Collected data entries
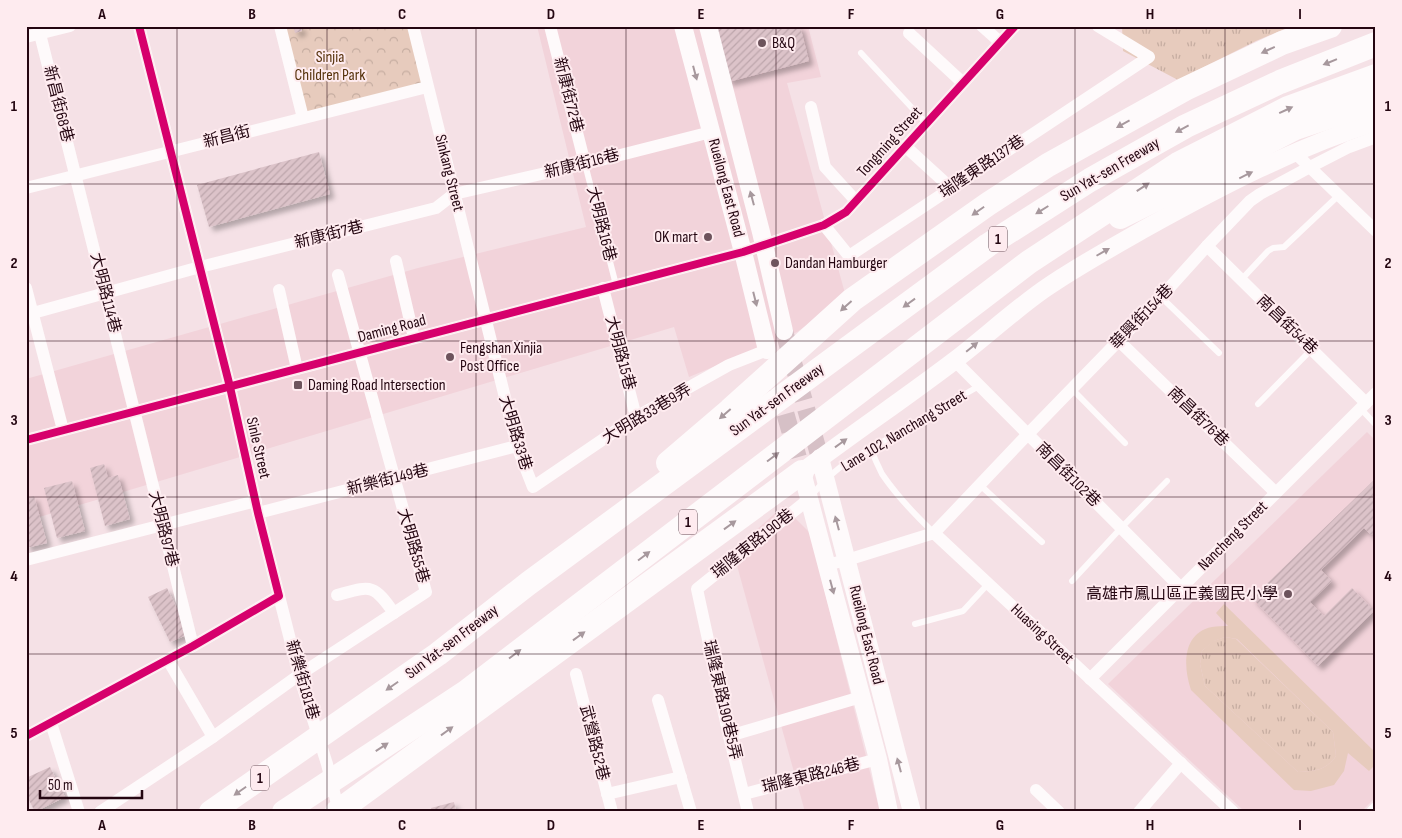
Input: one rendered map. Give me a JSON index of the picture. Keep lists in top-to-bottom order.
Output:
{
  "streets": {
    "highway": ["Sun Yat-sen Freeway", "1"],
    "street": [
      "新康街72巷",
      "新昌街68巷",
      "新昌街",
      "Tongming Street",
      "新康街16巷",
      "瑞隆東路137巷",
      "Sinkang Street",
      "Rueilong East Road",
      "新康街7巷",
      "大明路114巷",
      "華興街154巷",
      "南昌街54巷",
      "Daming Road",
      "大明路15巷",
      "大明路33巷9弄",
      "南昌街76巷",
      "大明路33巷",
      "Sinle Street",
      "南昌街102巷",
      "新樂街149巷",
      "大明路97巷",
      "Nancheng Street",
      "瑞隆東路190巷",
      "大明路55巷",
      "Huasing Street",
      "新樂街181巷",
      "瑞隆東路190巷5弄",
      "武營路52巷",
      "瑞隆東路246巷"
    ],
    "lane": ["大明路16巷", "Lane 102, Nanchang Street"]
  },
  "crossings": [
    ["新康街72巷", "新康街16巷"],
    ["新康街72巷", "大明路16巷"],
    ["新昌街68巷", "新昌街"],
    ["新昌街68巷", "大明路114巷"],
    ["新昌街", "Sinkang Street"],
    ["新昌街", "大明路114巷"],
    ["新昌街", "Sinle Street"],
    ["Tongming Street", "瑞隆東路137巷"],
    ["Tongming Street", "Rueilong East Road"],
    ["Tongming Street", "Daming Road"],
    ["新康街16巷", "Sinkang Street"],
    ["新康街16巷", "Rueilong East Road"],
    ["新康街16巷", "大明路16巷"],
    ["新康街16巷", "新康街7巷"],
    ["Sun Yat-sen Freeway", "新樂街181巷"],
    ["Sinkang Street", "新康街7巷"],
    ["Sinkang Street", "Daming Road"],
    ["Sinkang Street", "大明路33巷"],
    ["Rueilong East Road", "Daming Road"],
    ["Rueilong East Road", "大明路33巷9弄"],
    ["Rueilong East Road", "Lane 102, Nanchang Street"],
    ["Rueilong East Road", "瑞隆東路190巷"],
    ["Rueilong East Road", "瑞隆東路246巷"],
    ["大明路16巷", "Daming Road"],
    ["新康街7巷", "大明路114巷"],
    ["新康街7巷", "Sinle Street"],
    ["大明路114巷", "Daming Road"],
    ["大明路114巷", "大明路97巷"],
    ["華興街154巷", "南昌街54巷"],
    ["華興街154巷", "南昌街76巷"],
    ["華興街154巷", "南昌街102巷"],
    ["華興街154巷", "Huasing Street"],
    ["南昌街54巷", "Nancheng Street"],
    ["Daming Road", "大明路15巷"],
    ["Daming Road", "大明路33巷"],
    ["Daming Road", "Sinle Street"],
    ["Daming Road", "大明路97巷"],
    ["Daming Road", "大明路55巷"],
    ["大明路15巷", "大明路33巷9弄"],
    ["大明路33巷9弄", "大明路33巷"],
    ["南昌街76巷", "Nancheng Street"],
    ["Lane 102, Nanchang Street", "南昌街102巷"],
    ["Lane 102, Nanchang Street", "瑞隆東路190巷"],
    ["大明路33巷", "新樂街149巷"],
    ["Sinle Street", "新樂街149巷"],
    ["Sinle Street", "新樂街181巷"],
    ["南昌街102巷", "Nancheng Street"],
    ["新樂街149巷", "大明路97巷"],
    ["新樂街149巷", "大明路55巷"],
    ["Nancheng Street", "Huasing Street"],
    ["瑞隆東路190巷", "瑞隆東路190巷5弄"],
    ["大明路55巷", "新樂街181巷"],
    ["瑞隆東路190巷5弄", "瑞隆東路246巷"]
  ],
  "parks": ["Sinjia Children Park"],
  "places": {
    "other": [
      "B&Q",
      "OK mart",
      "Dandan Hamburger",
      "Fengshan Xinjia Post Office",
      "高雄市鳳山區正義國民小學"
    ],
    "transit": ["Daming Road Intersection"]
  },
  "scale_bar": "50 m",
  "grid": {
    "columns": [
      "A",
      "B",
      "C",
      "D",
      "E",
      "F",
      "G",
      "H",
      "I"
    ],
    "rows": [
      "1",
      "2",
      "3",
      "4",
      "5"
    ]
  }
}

- What the task asks
Repeat the records above exactly, without any pictures.

- Response box
Input: one rendered map. Give me a JSON index of the picture. Keep lists in top-to-bottom order.
Output:
{
  "streets": {
    "highway": ["Sun Yat-sen Freeway", "1"],
    "street": [
      "新康街72巷",
      "新昌街68巷",
      "新昌街",
      "Tongming Street",
      "新康街16巷",
      "瑞隆東路137巷",
      "Sinkang Street",
      "Rueilong East Road",
      "新康街7巷",
      "大明路114巷",
      "華興街154巷",
      "南昌街54巷",
      "Daming Road",
      "大明路15巷",
      "大明路33巷9弄",
      "南昌街76巷",
      "大明路33巷",
      "Sinle Street",
      "南昌街102巷",
      "新樂街149巷",
      "大明路97巷",
      "Nancheng Street",
      "瑞隆東路190巷",
      "大明路55巷",
      "Huasing Street",
      "新樂街181巷",
      "瑞隆東路190巷5弄",
      "武營路52巷",
      "瑞隆東路246巷"
    ],
    "lane": ["大明路16巷", "Lane 102, Nanchang Street"]
  },
  "crossings": [
    ["新康街72巷", "新康街16巷"],
    ["新康街72巷", "大明路16巷"],
    ["新昌街68巷", "新昌街"],
    ["新昌街68巷", "大明路114巷"],
    ["新昌街", "Sinkang Street"],
    ["新昌街", "大明路114巷"],
    ["新昌街", "Sinle Street"],
    ["Tongming Street", "瑞隆東路137巷"],
    ["Tongming Street", "Rueilong East Road"],
    ["Tongming Street", "Daming Road"],
    ["新康街16巷", "Sinkang Street"],
    ["新康街16巷", "Rueilong East Road"],
    ["新康街16巷", "大明路16巷"],
    ["新康街16巷", "新康街7巷"],
    ["Sun Yat-sen Freeway", "新樂街181巷"],
    ["Sinkang Street", "新康街7巷"],
    ["Sinkang Street", "Daming Road"],
    ["Sinkang Street", "大明路33巷"],
    ["Rueilong East Road", "Daming Road"],
    ["Rueilong East Road", "大明路33巷9弄"],
    ["Rueilong East Road", "Lane 102, Nanchang Street"],
    ["Rueilong East Road", "瑞隆東路190巷"],
    ["Rueilong East Road", "瑞隆東路246巷"],
    ["大明路16巷", "Daming Road"],
    ["新康街7巷", "大明路114巷"],
    ["新康街7巷", "Sinle Street"],
    ["大明路114巷", "Daming Road"],
    ["大明路114巷", "大明路97巷"],
    ["華興街154巷", "南昌街54巷"],
    ["華興街154巷", "南昌街76巷"],
    ["華興街154巷", "南昌街102巷"],
    ["華興街154巷", "Huasing Street"],
    ["南昌街54巷", "Nancheng Street"],
    ["Daming Road", "大明路15巷"],
    ["Daming Road", "大明路33巷"],
    ["Daming Road", "Sinle Street"],
    ["Daming Road", "大明路97巷"],
    ["Daming Road", "大明路55巷"],
    ["大明路15巷", "大明路33巷9弄"],
    ["大明路33巷9弄", "大明路33巷"],
    ["南昌街76巷", "Nancheng Street"],
    ["Lane 102, Nanchang Street", "南昌街102巷"],
    ["Lane 102, Nanchang Street", "瑞隆東路190巷"],
    ["大明路33巷", "新樂街149巷"],
    ["Sinle Street", "新樂街149巷"],
    ["Sinle Street", "新樂街181巷"],
    ["南昌街102巷", "Nancheng Street"],
    ["新樂街149巷", "大明路97巷"],
    ["新樂街149巷", "大明路55巷"],
    ["Nancheng Street", "Huasing Street"],
    ["瑞隆東路190巷", "瑞隆東路190巷5弄"],
    ["大明路55巷", "新樂街181巷"],
    ["瑞隆東路190巷5弄", "瑞隆東路246巷"]
  ],
  "parks": ["Sinjia Children Park"],
  "places": {
    "other": [
      "B&Q",
      "OK mart",
      "Dandan Hamburger",
      "Fengshan Xinjia Post Office",
      "高雄市鳳山區正義國民小學"
    ],
    "transit": ["Daming Road Intersection"]
  },
  "scale_bar": "50 m",
  "grid": {
    "columns": [
      "A",
      "B",
      "C",
      "D",
      "E",
      "F",
      "G",
      "H",
      "I"
    ],
    "rows": [
      "1",
      "2",
      "3",
      "4",
      "5"
    ]
  }
}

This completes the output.